Brief
Among the lines below, take the one holding "3l9 9-9 9-9-9zM9", the one holding "4h4l2 5-3 2q2", and all lines between them. Set them down exactly.
[Information supplied Boundary: Start]
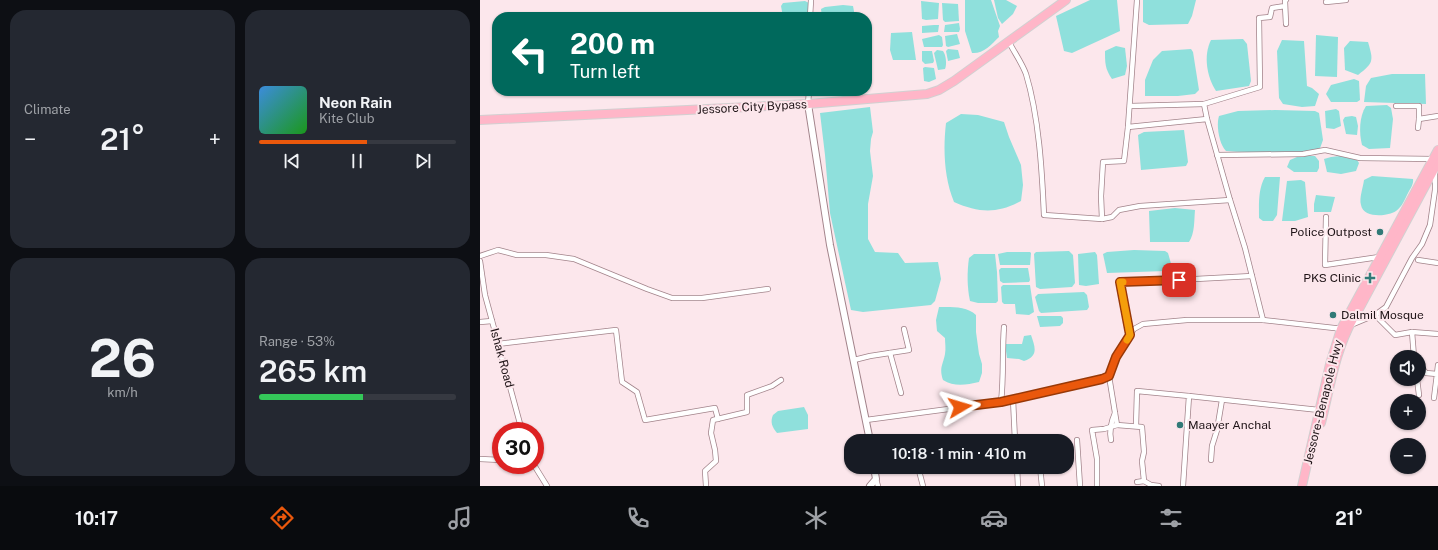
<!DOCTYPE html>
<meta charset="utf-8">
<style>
:root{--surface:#171b24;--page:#242831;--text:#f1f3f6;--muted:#9ea1a6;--line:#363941;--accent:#ea580c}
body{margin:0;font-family:"Public Sans",sans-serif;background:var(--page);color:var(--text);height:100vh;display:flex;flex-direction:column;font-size:15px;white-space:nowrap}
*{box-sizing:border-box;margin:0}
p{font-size:13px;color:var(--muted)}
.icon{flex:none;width:22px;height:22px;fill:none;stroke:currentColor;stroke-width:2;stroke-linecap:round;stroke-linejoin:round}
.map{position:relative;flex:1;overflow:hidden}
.details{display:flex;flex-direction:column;gap:10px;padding:10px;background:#0d0f14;width:480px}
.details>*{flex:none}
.banner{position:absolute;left:12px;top:12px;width:380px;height:84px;border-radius:16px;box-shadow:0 1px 3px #0004;background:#00695c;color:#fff;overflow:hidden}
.controls{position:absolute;left:910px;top:350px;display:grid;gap:8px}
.controls a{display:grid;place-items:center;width:36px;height:36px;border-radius:50%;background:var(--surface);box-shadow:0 1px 3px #0004;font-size:20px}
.speed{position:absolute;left:12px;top:422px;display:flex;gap:8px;font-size:20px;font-weight:700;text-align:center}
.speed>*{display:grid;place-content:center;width:52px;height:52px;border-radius:50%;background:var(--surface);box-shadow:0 1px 3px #0004;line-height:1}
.speed .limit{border:6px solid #d22;background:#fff;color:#111}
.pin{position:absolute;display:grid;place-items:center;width:34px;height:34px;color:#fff;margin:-17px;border-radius:8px;box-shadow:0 2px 6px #0006}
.me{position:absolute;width:44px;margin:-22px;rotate:83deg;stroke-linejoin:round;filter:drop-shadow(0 0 3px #0008)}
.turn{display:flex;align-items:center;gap:14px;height:84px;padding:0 12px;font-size:18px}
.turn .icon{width:52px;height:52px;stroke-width:2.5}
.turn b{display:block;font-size:28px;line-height:34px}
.big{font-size:30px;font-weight:600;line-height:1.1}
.details .tile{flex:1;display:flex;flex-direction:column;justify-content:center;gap:6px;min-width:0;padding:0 14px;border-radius:16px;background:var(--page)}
.details .dial{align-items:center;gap:0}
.dial b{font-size:52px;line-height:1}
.song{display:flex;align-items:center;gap:12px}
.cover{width:48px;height:48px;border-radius:6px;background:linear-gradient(135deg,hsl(210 70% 55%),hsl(120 70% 35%))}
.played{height:4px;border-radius:2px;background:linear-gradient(90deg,var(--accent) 55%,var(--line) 55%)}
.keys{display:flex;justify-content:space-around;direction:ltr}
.heat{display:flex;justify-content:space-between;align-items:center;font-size:22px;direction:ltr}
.charge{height:6px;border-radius:3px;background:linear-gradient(90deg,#34c759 53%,var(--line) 0)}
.details .tiles{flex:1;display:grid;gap:10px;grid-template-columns:repeat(2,1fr)}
.trip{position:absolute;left:364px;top:434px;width:230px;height:40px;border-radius:16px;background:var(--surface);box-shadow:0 1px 3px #0004;font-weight:600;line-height:40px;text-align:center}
.dock{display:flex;height:64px;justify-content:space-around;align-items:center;background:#090b0e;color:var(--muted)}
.dock .icon{width:28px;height:28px}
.dock .on{color:var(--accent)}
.dock b{font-size:18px;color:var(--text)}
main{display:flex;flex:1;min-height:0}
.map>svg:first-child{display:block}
.water{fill:#8fe0dc}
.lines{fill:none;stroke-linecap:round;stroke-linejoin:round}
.street-casing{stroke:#a2838a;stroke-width:6}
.secondary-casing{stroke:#a2838a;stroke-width:8}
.highway-casing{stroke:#d2d0d1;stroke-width:10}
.street{stroke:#fff;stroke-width:4.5}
.secondary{stroke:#fff;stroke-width:6}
.highway{stroke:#ffb6c8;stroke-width:8}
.route-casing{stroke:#983908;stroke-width:10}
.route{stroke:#ea580c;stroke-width:7}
.slow{stroke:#f59e0b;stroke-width:7}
.poi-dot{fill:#317a77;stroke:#fce7ec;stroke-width:1.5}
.labels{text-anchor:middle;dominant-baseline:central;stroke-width:4;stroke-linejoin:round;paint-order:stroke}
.street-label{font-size:12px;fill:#1f1417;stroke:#fce7ec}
.poi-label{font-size:12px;fill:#1f1417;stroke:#fce7ec;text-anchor:end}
</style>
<main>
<section class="details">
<div class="tiles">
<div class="tile"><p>Climate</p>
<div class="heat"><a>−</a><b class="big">21°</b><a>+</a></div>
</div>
<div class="tile">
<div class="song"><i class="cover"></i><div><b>Neon Rain</b><p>Kite Club</p></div></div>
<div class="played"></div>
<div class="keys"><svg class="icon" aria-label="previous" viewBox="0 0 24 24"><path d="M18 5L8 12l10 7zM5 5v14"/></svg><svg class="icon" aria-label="pause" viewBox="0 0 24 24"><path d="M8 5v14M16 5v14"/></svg><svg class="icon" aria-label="next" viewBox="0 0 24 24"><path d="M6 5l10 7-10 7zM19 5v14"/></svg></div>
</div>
<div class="tile dial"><b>26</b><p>km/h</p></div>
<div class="tile"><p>Range · 53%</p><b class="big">265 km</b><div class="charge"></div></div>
</div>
</section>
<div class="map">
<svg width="958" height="486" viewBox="0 0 958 486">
<rect width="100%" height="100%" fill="#fce7ec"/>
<g class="water">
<path d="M485,0h26l9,26 -2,5 1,6c-8,8 -16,17 -27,16l-7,-22z"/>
<path d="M514,0h12l11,6 -4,8 -11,10 -4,-6z"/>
<path d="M610,0h27l3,31 -48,22 -8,-2 -8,-35z"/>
<path d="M663,0h53l-4,16 -4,8 -39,1 -6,-3z"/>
<path d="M325,1l4,2 -1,11 -25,3 -2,-11 2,-3z"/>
<path d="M441,1l18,2 -1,16 -12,1 -4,-1z"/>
<path d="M462,3l16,1 1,17 -14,1 -2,-2z"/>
<path d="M363,5l10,1 2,11h-33l-1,-8 4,-2z"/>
<path d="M479,23l1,6 -1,3h-15l1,-7z"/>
<path d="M454,25h5l-1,7 -16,1v-7z"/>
<path d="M432,32l4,28h-23l-3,-10 1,-17z"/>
<path d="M477,34l3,10 -12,3 -2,-1 -1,-10z"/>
<path d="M459,35l3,2 1,8 -1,2h-18l-2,-8z"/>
<path d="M836,35l22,2 -1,40 -22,-1z"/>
<path d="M763,39l4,5 4,37 -2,5 -33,5c-9,-14 -13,-35 -5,-51z"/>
<path d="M802,40l22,1 3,45 5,2 7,6 -4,12 -13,1 -19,-3 -4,-6 -2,-47z"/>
<path d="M870,41l18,1c6,20 5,21 -10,33l-13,-5 -1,-22z"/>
<path d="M636,46l9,2 2,18 -2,9 -13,4c-7,-10 -7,-16 -7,-28z"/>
<path d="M468,49l10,1 2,8 -12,3 -2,-10z"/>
<path d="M711,49l2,3 6,38 -4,4 -17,2h-33v-16l8,-20 9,-9z"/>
<path d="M457,50l6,1c3,4 4,13 2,18l-7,1 -4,-17z"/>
<path d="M442,51h10l2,10 -1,2 -8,1 -3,-3z"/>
<path d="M445,67l9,1 2,11 -7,3 -5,-1 -1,-13z"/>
<path d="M912,74h33l1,30 -62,-2 2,-16 5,-8z"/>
<path d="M874,79l5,2 1,19 -3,2h-26l-5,-8 5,-9z"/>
<path d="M359,91h25l-1,2c-10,2 -12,-1 -22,3z"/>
<path d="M907,105l4,3 2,11 -3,29 -21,1 -7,-4c-3,-12 -3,-28 4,-39z"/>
<path d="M390,107l3,25 -2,7 -1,12 3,25 -5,28v35l7,13 23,1 7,10 33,-1 3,17 -6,22 -4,4 -68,7 -12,-2 -21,-97 -5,-58 -5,-42z"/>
<path d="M856,109l3,2 2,15 -7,3 -8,-1 -1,-17z"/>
<path d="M795,110l40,1 4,2 4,27 -4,11c-30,2 -63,2 -93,0 -7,-7 -10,-26 -7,-35l19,-5z"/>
<path d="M481,114l17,1 26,7 5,15 12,28 2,20 -2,16c-24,13 -42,12 -67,1 -10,-24 -11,-53 -8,-79z"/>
<path d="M872,116l4,1 2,9 -1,9 -11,-1 -3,-14 2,-3z"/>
<path d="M704,130l4,32 -2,4 -45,4 -3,-35 6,-3z"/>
<path d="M825,156h10l4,5v7l-2,4h-23l-7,-5 3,-7 7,-3z"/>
<path d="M860,156l17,4 2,3 -3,8 -15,3 -14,-2 -3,-13 7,-2z"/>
<path d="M892,176l41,3c1,5 -3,10 -5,14 -3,6 -6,14 -12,18 -9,6 -33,7 -35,-6 -2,-7 2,-17 3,-25z"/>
<path d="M785,177h15l-3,38 -4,6h-10l-4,-3c0,-14 -1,-29 6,-41z"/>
<path d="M821,180l4,2 3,35 -13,4h-13l5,-40z"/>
<path d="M836,195l19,2 -4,15h-17v-8z"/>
<path d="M695,208l20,2c-1,11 0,23 -6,32h-39l-1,-31z"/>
<path d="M654,250l31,1 3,2 4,14 -6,4 -59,2 -4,-19 4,-2z"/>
<path d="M589,251l4,4 2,28 -3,4 -32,2 -4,-2 -2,-33 2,-2z"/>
<path d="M527,252h23l1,1 -1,12h-30l-2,-11z"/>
<path d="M615,252l2,3 2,29 -13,2 -7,-1 -1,-31z"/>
<path d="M494,254h21l2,18 1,29 -2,2h-18l-8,-2c-3,-14 -3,-29 -1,-43z"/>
<path d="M521,268h27l2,12 -1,2 -26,1 -3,-2 -1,-11z"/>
<path d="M523,285h27l4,27 -5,3 -13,-1 -1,-10h-11l-2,-2 -1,-15z"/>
<path d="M604,292l3,3 2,12 -2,3 -46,3 -2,-2 -4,-14 3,-3z"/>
<path d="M459,307c12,0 28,-1 37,8v17l3,22 3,10v9l-3,9c-13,3 -25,5 -36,-2 -4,-13 0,-15 2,-26 1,-5 0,-11 0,-16l-8,-7 -1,-11z"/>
<path d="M557,316h24l2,2v5l-3,3 -20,1z"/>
<path d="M551,335c4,12 8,21 -7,26l-5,-2 -12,-1 -2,-14h17l2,-8z"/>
<path d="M324,407l4,8v14l-31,4c-5,-6 -7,-11 -4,-18l5,-4z"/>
</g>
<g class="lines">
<g class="street-casing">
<g id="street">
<path d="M657,0l-9,127 79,-8 23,81 15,48 18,72"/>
<path d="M846,2l20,-2"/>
<path d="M330,17l1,-17"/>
<path d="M529,42c5,10 13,21 17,32 13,43 16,97 18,141l58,4 10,-2 7,-7 21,-4 90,-6"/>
<path d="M328,104l1,-13"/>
<path d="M650,106l74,-2"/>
<path d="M916,106h23v13"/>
<path d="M727,119l-3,-15 56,-17 -1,-69 11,-1 2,-9 13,-2 1,18 -1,-23 1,-1"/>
<path d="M938,128l1,-9 19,-3"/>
<path d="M737,155l86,-1 22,-4 35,8 73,1"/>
<path d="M846,217l-1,48 54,-8"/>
<path d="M622,219l-1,-23 2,-34 21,-1 4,-34"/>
<path d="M0,256l18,-6 19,5h29l28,4 73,30 25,9h30l66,-9"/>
<path d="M938,260l20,3"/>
<path d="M0,261l5,34 37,136"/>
<path d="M895,315l20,20 17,-3 26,2"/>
<path d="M0,322l12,-1"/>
<path d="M871,325l24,-10 11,-8 26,-49 10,-14 8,-19 5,-35v-19"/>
<path d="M932,332l2,25"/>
<path d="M650,335l-10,-52 132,-7"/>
<path d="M18,344l118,-14 6,52 15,10 8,28 70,-12 3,11"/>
<path d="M410,353l11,40"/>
<path d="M374,360l16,-4 39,-6 -5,-21"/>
<path d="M958,365l-1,9h1"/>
<path d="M939,368l4,1 3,4 11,1 -3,24"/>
<path d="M629,376l8,49 25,2 2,25 -2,9 2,20 7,4 8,1"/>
<path d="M937,379l2,16"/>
<path d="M709,396l130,14"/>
<path d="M533,399l2,42"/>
<path d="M521,402c3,-25 1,-50 3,-75"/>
<path d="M386,420l135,-18 101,-23 7,-3 7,-19 18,-28 9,-5 44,-4h76l80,9"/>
<path d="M656,426l1,-35 52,5 -6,90"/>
<path d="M597,440l3,46"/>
<path d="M631,440c-2,-10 0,-18 4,-27"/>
<path d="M0,459l21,1"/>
<path d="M731,460l1,-14 5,-16 5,-30"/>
<path d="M54,465l13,21"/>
<path d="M438,467l5,19"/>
<path d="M537,467l1,19"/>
<path d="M560,467l2,19"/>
<path d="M396,479l2,7"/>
<path d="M657,482l7,-1"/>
<path d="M226,486l-1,-15 11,-10 -1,-11 -4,-17 2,-13 34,-8v-17l25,-9 9,-6"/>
<path d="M617,486v-27l-5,-29 12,-1 13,-4"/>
</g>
</g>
<g class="secondary-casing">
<g id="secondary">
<path d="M328,104l22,141 40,196"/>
<path d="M390,486l6,-7 -2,-12"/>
</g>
</g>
<g class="highway-casing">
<g id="highway">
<path d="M0,120l328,-16 119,-10 12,-4 15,-9 112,-81"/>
<path d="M879,309l79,-147"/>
<path d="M841,423c9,-35 14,-72 32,-104"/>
<path d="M822,486l28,-122 11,-35 97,-179"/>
</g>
</g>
<use href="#street" class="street"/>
<use href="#secondary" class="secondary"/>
<use href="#highway" class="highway"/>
</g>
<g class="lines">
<g class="route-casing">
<path id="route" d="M480,407l41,-5 101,-23 7,-3 7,-19 14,-22 -10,-53 59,-2"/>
</g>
<use href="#route" class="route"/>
<path class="slow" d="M643,282h-3l10,53 -3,5"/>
</g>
<g class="poi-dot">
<circle cx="900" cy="232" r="4"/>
<path d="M888 272h4v4h4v4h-4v4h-4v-4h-4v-4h4z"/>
<circle cx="853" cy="315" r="4"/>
<circle cx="700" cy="425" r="4"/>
</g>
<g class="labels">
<g class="street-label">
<text transform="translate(272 107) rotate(-3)">Jessore City Bypass</text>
<text transform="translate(22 358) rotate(75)">Ishak Road</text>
<text transform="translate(843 402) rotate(-76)">Jessore- Benapole Hwy</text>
</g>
<g class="poi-label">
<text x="892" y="232">Police Outpost</text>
<text x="881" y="278">PKS Clinic</text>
<text x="861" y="315" text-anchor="start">Dalmil Mosque</text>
<text x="708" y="425" text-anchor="start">Maayer Anchal</text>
</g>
</g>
</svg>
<div class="controls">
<a><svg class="icon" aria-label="sound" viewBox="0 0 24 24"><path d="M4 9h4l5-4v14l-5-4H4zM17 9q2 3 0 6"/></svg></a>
<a>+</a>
<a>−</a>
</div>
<div class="speed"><div class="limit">30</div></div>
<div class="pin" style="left:699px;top:280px;background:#d93025"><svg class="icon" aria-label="arrive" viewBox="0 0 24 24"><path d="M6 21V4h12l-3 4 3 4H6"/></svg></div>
<svg class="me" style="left:480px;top:407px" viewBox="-20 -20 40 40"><path d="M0-17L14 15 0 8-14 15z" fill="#ea580c" stroke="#fff" stroke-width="4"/></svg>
<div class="trip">10:18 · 1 min · 410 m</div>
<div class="banner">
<div class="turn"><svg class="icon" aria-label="left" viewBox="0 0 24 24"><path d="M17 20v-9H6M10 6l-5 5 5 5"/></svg><div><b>200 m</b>Turn left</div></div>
</div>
</div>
</main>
<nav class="dock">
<b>10:17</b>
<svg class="icon on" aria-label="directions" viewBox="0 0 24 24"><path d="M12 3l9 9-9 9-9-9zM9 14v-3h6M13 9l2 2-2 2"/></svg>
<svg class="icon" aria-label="music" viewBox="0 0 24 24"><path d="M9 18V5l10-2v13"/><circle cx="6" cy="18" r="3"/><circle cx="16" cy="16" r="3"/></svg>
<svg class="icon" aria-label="phone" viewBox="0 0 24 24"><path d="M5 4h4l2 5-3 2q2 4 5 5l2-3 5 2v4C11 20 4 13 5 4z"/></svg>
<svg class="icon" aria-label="climate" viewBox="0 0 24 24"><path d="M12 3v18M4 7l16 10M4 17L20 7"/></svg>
<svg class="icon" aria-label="car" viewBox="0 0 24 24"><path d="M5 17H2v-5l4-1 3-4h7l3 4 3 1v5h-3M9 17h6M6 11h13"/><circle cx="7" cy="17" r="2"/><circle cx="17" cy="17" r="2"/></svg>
<svg class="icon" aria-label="filters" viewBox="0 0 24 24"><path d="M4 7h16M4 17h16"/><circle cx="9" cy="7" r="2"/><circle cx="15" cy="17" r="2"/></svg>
<b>21°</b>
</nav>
[Information supplied Boundary: End]
Output of the exercise
<svg class="icon on" aria-label="directions" viewBox="0 0 24 24"><path d="M12 3l9 9-9 9-9-9zM9 14v-3h6M13 9l2 2-2 2"/></svg>
<svg class="icon" aria-label="music" viewBox="0 0 24 24"><path d="M9 18V5l10-2v13"/><circle cx="6" cy="18" r="3"/><circle cx="16" cy="16" r="3"/></svg>
<svg class="icon" aria-label="phone" viewBox="0 0 24 24"><path d="M5 4h4l2 5-3 2q2 4 5 5l2-3 5 2v4C11 20 4 13 5 4z"/></svg>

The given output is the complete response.